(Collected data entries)
>>>

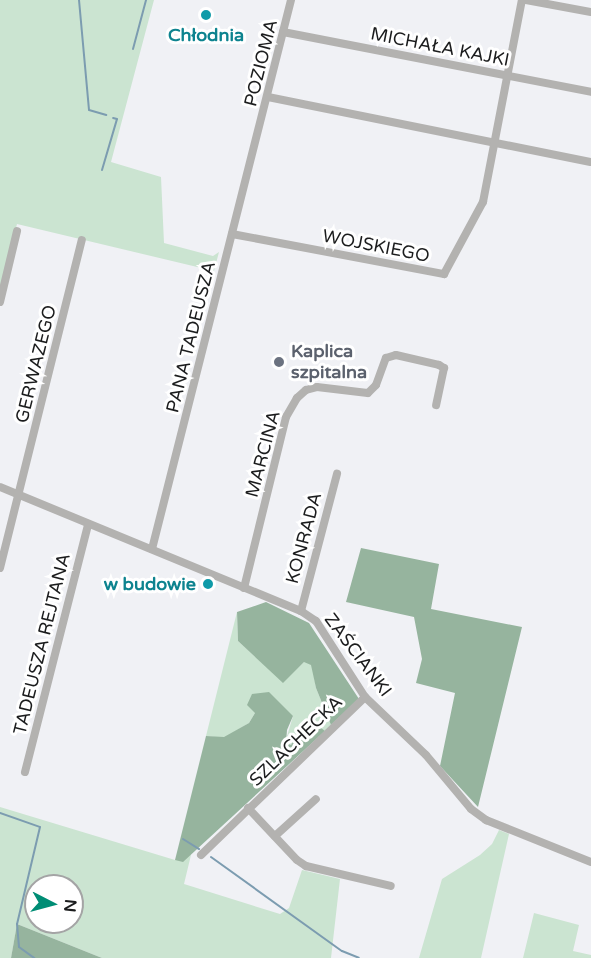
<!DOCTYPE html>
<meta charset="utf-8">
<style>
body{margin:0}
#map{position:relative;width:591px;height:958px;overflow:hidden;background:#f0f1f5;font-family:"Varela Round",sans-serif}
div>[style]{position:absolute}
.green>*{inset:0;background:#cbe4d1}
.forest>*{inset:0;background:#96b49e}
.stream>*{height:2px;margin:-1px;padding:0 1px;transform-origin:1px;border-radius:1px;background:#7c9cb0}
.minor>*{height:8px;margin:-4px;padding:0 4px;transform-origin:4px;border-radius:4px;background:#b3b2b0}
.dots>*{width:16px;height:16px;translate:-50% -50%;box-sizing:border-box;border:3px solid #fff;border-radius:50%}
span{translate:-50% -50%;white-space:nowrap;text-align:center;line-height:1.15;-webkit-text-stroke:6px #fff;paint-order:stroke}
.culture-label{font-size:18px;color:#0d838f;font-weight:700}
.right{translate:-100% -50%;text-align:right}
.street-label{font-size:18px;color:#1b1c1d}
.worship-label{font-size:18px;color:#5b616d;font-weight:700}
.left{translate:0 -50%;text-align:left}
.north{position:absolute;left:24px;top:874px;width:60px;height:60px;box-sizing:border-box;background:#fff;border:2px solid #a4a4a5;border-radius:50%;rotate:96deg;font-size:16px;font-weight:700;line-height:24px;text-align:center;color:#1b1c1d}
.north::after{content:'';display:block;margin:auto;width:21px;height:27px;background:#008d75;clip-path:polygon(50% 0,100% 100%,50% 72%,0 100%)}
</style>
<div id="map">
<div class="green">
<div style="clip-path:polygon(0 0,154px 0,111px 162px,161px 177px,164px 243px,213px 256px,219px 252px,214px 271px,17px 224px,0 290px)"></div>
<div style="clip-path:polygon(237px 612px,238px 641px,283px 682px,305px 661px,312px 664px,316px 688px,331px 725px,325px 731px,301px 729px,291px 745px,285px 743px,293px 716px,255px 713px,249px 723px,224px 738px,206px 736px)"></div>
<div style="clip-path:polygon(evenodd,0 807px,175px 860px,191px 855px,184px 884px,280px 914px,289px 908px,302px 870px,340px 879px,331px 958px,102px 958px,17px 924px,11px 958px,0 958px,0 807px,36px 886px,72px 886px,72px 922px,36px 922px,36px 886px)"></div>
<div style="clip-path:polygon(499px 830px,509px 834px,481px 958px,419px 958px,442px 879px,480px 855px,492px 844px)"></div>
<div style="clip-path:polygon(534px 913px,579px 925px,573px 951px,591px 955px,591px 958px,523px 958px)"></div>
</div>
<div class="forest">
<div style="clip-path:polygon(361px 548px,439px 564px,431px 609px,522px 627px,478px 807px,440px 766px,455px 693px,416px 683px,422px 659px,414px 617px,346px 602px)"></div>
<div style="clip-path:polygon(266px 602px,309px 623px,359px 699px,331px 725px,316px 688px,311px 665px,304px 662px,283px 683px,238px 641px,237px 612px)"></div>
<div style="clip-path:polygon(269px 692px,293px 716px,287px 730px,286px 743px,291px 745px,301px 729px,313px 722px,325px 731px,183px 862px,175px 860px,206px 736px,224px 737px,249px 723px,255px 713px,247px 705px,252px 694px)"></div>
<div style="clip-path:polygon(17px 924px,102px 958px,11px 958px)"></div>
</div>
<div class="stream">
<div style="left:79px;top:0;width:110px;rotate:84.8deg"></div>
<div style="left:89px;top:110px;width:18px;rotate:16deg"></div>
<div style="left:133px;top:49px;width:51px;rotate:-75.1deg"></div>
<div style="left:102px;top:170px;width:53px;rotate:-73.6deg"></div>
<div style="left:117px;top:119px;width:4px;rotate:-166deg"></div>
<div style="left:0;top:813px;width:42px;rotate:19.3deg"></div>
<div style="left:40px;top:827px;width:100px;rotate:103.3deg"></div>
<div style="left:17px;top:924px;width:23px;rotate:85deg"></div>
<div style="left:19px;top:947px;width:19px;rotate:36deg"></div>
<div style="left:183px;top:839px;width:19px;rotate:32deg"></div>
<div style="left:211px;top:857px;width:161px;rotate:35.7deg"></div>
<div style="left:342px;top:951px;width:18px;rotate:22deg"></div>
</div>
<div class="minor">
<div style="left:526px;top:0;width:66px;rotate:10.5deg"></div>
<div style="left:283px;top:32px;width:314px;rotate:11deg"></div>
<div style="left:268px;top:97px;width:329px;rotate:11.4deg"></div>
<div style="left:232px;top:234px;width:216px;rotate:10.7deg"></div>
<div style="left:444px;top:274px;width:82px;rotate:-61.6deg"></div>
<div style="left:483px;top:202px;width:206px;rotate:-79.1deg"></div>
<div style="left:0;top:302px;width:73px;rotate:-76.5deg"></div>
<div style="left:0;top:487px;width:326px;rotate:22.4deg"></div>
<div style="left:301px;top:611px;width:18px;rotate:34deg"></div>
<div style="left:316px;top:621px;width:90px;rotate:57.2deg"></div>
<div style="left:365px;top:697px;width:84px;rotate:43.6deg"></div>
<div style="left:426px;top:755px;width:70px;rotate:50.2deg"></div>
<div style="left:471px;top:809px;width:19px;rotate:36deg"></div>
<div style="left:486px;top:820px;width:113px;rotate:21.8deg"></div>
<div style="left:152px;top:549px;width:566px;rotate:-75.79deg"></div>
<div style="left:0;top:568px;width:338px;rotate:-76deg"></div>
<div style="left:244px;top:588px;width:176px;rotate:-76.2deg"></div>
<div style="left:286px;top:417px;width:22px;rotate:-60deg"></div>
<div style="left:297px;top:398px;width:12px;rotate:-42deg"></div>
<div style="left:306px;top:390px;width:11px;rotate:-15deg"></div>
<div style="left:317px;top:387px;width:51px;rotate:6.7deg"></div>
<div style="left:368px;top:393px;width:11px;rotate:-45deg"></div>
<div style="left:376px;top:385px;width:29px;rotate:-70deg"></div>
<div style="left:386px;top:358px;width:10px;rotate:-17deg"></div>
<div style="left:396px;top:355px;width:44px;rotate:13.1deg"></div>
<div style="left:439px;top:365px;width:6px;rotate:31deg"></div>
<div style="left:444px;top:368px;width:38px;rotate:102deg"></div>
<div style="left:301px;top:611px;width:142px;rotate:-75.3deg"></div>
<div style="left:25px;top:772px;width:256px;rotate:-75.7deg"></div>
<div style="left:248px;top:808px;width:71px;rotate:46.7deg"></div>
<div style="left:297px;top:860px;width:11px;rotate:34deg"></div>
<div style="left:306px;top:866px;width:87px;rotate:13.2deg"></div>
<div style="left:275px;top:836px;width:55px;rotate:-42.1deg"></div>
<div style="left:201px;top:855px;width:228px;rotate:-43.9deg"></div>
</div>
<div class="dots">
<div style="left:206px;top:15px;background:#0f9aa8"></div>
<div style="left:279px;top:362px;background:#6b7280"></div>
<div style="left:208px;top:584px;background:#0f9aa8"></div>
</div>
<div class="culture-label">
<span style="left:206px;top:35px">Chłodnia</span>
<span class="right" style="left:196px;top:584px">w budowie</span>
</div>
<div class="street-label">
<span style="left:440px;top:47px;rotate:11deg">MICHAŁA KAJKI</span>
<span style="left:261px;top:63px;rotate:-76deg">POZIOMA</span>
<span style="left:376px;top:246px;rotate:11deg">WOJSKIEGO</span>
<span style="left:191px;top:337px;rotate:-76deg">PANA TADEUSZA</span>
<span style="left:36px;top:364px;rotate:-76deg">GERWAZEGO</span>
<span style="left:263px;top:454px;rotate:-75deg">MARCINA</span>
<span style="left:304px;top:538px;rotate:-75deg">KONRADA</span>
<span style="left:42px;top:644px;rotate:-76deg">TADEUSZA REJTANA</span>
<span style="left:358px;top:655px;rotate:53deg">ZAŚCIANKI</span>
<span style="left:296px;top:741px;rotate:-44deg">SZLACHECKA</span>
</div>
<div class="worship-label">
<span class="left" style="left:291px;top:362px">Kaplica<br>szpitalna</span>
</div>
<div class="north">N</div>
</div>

<<<

## [Task prompt]
Note every line of the records that holds the word "stream", and copy it.

## [Solution for this task]
.stream>*{height:2px;margin:-1px;padding:0 1px;transform-origin:1px;border-radius:1px;background:#7c9cb0}
<div class="stream">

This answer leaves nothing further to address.